— Work order —
Without the pictures, print the lines running from the beginning of the material to the line containing "0 #643d44) drop-shadow(-2px", both ends included.

— The records —
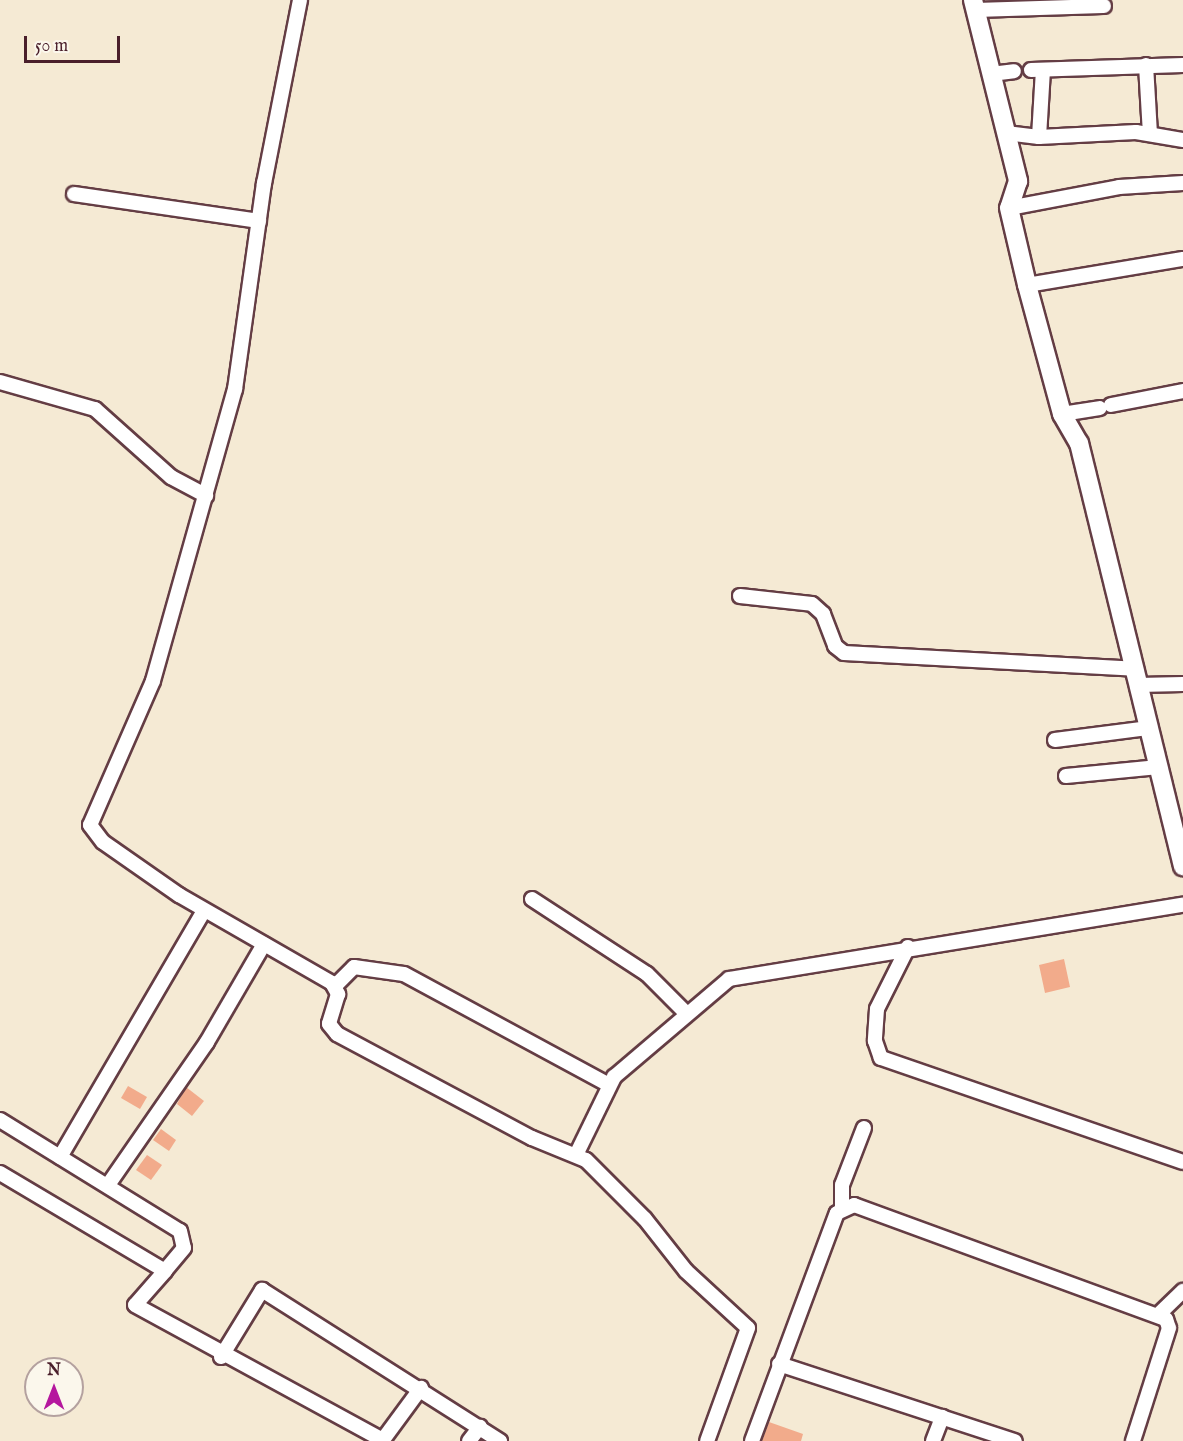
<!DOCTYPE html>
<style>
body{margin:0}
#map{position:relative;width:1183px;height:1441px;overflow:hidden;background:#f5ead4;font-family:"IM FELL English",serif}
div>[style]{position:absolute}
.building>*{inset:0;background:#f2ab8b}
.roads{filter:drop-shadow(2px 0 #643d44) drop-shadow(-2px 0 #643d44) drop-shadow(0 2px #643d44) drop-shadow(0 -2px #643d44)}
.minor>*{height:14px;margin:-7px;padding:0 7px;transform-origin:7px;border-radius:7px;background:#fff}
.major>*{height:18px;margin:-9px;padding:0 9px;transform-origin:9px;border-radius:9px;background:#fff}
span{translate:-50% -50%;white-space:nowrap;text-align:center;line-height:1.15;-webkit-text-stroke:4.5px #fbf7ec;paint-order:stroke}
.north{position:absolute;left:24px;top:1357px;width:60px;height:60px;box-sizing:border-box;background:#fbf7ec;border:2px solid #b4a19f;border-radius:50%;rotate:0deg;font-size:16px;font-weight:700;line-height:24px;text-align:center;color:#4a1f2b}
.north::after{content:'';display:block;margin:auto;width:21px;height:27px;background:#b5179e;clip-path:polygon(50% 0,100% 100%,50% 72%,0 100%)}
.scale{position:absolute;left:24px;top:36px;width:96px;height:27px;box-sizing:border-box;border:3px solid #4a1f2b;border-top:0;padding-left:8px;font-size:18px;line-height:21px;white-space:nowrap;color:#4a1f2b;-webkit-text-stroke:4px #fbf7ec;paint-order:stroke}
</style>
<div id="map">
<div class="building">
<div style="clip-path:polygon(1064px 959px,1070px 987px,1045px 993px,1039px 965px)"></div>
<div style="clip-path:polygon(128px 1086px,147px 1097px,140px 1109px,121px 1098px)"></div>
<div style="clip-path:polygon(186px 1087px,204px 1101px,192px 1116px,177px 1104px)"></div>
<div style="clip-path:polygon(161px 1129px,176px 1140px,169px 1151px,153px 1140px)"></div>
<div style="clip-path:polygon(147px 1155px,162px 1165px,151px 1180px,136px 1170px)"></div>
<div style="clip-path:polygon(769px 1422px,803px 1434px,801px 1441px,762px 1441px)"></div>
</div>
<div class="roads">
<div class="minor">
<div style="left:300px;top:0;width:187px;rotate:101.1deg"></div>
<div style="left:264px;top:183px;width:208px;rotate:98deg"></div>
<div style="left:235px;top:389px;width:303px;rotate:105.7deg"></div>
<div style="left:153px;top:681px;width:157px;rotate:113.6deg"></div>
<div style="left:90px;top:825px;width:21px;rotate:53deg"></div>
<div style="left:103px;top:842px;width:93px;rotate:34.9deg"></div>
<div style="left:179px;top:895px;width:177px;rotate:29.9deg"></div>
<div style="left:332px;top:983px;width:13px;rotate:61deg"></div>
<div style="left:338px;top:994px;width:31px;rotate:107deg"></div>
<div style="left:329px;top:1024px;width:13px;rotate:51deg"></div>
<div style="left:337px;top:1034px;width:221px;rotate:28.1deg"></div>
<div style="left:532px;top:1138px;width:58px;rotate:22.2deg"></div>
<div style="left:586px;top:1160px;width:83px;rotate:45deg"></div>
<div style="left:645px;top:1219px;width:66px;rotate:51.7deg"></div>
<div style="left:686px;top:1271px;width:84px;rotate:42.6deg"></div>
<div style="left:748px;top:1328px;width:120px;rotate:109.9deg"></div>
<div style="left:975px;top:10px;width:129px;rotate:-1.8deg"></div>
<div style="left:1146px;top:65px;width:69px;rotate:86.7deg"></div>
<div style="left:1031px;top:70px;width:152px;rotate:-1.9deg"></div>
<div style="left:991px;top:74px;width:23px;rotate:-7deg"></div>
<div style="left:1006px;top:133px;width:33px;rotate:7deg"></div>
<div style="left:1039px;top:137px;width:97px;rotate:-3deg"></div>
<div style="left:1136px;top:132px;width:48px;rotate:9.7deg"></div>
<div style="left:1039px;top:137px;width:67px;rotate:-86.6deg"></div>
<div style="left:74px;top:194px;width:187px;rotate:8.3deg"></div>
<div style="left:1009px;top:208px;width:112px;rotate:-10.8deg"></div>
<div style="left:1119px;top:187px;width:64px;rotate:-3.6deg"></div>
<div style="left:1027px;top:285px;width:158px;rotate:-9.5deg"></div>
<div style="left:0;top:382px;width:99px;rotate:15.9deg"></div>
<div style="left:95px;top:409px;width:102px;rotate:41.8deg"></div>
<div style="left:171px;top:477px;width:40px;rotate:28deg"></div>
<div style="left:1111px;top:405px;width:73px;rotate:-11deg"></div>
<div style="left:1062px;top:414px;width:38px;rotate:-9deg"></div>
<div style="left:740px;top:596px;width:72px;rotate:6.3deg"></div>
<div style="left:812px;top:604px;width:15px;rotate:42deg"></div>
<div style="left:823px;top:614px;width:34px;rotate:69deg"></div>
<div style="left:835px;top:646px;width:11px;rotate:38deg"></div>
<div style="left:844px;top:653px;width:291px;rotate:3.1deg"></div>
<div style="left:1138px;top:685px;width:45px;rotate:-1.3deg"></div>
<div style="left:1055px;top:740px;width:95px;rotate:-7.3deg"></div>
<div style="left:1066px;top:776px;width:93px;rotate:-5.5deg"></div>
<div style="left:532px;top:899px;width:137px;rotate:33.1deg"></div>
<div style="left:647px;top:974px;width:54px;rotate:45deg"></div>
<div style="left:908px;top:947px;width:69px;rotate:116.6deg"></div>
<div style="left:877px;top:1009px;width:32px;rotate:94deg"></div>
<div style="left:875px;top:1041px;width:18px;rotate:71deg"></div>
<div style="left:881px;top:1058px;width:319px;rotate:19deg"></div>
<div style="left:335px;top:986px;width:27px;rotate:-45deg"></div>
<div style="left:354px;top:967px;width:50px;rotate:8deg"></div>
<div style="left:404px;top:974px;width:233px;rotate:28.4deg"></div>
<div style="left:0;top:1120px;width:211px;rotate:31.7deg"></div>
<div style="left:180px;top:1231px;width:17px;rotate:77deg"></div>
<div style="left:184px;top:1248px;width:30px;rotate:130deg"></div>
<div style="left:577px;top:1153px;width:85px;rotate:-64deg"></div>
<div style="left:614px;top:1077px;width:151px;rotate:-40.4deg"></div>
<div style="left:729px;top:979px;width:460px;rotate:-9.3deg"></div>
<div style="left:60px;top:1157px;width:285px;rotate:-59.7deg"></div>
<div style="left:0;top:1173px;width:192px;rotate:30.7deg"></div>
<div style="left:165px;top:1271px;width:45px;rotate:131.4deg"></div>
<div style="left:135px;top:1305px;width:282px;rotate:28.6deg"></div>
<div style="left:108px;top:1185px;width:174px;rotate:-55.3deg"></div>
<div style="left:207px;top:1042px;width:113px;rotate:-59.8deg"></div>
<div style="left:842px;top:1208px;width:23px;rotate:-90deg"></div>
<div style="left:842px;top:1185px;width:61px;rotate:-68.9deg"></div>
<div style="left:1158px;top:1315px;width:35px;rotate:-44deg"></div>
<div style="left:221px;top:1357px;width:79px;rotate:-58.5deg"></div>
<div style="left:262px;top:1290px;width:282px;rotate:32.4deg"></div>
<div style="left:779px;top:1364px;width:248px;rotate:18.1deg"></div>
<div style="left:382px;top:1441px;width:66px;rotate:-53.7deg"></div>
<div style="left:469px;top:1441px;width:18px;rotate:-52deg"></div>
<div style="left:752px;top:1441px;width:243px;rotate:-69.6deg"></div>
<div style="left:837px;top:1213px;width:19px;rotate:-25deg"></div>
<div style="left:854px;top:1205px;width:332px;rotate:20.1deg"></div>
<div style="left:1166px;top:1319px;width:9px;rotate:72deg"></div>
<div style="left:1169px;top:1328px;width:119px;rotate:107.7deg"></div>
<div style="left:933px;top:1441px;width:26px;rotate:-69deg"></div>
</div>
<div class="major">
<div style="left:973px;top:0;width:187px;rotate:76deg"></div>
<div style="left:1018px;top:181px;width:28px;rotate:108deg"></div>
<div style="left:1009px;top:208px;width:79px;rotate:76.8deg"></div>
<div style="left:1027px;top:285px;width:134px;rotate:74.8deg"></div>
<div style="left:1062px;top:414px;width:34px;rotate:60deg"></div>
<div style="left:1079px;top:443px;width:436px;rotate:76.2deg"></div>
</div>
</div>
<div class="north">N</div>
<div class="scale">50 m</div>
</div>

— Expected output —
<!DOCTYPE html>
<style>
body{margin:0}
#map{position:relative;width:1183px;height:1441px;overflow:hidden;background:#f5ead4;font-family:"IM FELL English",serif}
div>[style]{position:absolute}
.building>*{inset:0;background:#f2ab8b}
.roads{filter:drop-shadow(2px 0 #643d44) drop-shadow(-2px 0 #643d44) drop-shadow(0 2px #643d44) drop-shadow(0 -2px #643d44)}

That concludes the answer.